======== Provided information

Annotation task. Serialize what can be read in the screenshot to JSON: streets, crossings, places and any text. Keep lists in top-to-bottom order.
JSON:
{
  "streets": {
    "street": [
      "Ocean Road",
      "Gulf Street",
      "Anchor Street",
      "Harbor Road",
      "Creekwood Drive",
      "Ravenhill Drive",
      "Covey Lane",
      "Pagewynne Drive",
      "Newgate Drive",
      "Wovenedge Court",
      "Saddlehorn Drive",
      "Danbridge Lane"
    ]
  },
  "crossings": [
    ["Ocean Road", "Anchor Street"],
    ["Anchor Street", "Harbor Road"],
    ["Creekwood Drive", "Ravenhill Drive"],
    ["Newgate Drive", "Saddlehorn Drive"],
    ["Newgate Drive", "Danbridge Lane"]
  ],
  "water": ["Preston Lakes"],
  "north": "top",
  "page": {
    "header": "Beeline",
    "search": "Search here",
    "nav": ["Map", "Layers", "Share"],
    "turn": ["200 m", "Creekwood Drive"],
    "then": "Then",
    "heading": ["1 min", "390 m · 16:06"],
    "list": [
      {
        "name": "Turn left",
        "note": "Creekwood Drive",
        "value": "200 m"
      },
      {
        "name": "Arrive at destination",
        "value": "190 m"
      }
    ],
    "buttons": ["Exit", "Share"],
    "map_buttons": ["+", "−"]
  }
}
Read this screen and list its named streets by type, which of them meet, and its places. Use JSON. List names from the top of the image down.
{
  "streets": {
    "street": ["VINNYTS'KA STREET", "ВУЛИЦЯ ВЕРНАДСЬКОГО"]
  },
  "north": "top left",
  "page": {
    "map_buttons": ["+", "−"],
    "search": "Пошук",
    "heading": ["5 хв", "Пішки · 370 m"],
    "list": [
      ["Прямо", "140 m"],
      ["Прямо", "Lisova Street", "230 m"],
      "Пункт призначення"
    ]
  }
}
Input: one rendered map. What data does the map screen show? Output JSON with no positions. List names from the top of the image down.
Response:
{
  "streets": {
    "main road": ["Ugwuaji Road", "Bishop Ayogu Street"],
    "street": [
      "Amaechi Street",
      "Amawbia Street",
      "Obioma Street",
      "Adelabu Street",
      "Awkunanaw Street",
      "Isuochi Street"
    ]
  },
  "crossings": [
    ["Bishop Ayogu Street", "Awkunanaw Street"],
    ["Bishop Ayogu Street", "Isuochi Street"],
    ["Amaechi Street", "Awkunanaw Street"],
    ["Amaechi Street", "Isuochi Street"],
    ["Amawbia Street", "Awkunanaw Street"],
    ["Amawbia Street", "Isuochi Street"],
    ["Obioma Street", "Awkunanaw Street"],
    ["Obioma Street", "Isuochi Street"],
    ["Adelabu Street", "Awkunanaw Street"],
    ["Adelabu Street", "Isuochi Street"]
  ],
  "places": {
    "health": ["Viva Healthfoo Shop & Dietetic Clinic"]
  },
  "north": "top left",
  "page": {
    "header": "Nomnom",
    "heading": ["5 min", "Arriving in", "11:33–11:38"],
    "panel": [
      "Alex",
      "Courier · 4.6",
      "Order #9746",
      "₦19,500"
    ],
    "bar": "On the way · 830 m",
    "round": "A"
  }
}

================

- Work request
Leaving nothing out, print each line above exactly.

- Response to the exercise
Annotation task. Serialize what can be read in the screenshot to JSON: streets, crossings, places and any text. Keep lists in top-to-bottom order.
JSON:
{
  "streets": {
    "street": [
      "Ocean Road",
      "Gulf Street",
      "Anchor Street",
      "Harbor Road",
      "Creekwood Drive",
      "Ravenhill Drive",
      "Covey Lane",
      "Pagewynne Drive",
      "Newgate Drive",
      "Wovenedge Court",
      "Saddlehorn Drive",
      "Danbridge Lane"
    ]
  },
  "crossings": [
    ["Ocean Road", "Anchor Street"],
    ["Anchor Street", "Harbor Road"],
    ["Creekwood Drive", "Ravenhill Drive"],
    ["Newgate Drive", "Saddlehorn Drive"],
    ["Newgate Drive", "Danbridge Lane"]
  ],
  "water": ["Preston Lakes"],
  "north": "top",
  "page": {
    "header": "Beeline",
    "search": "Search here",
    "nav": ["Map", "Layers", "Share"],
    "turn": ["200 m", "Creekwood Drive"],
    "then": "Then",
    "heading": ["1 min", "390 m · 16:06"],
    "list": [
      {
        "name": "Turn left",
        "note": "Creekwood Drive",
        "value": "200 m"
      },
      {
        "name": "Arrive at destination",
        "value": "190 m"
      }
    ],
    "buttons": ["Exit", "Share"],
    "map_buttons": ["+", "−"]
  }
}
Read this screen and list its named streets by type, which of them meet, and its places. Use JSON. List names from the top of the image down.
{
  "streets": {
    "street": ["VINNYTS'KA STREET", "ВУЛИЦЯ ВЕРНАДСЬКОГО"]
  },
  "north": "top left",
  "page": {
    "map_buttons": ["+", "−"],
    "search": "Пошук",
    "heading": ["5 хв", "Пішки · 370 m"],
    "list": [
      ["Прямо", "140 m"],
      ["Прямо", "Lisova Street", "230 m"],
      "Пункт призначення"
    ]
  }
}
Input: one rendered map. What data does the map screen show? Output JSON with no positions. List names from the top of the image down.
Response:
{
  "streets": {
    "main road": ["Ugwuaji Road", "Bishop Ayogu Street"],
    "street": [
      "Amaechi Street",
      "Amawbia Street",
      "Obioma Street",
      "Adelabu Street",
      "Awkunanaw Street",
      "Isuochi Street"
    ]
  },
  "crossings": [
    ["Bishop Ayogu Street", "Awkunanaw Street"],
    ["Bishop Ayogu Street", "Isuochi Street"],
    ["Amaechi Street", "Awkunanaw Street"],
    ["Amaechi Street", "Isuochi Street"],
    ["Amawbia Street", "Awkunanaw Street"],
    ["Amawbia Street", "Isuochi Street"],
    ["Obioma Street", "Awkunanaw Street"],
    ["Obioma Street", "Isuochi Street"],
    ["Adelabu Street", "Awkunanaw Street"],
    ["Adelabu Street", "Isuochi Street"]
  ],
  "places": {
    "health": ["Viva Healthfoo Shop & Dietetic Clinic"]
  },
  "north": "top left",
  "page": {
    "header": "Nomnom",
    "heading": ["5 min", "Arriving in", "11:33–11:38"],
    "panel": [
      "Alex",
      "Courier · 4.6",
      "Order #9746",
      "₦19,500"
    ],
    "bar": "On the way · 830 m",
    "round": "A"
  }
}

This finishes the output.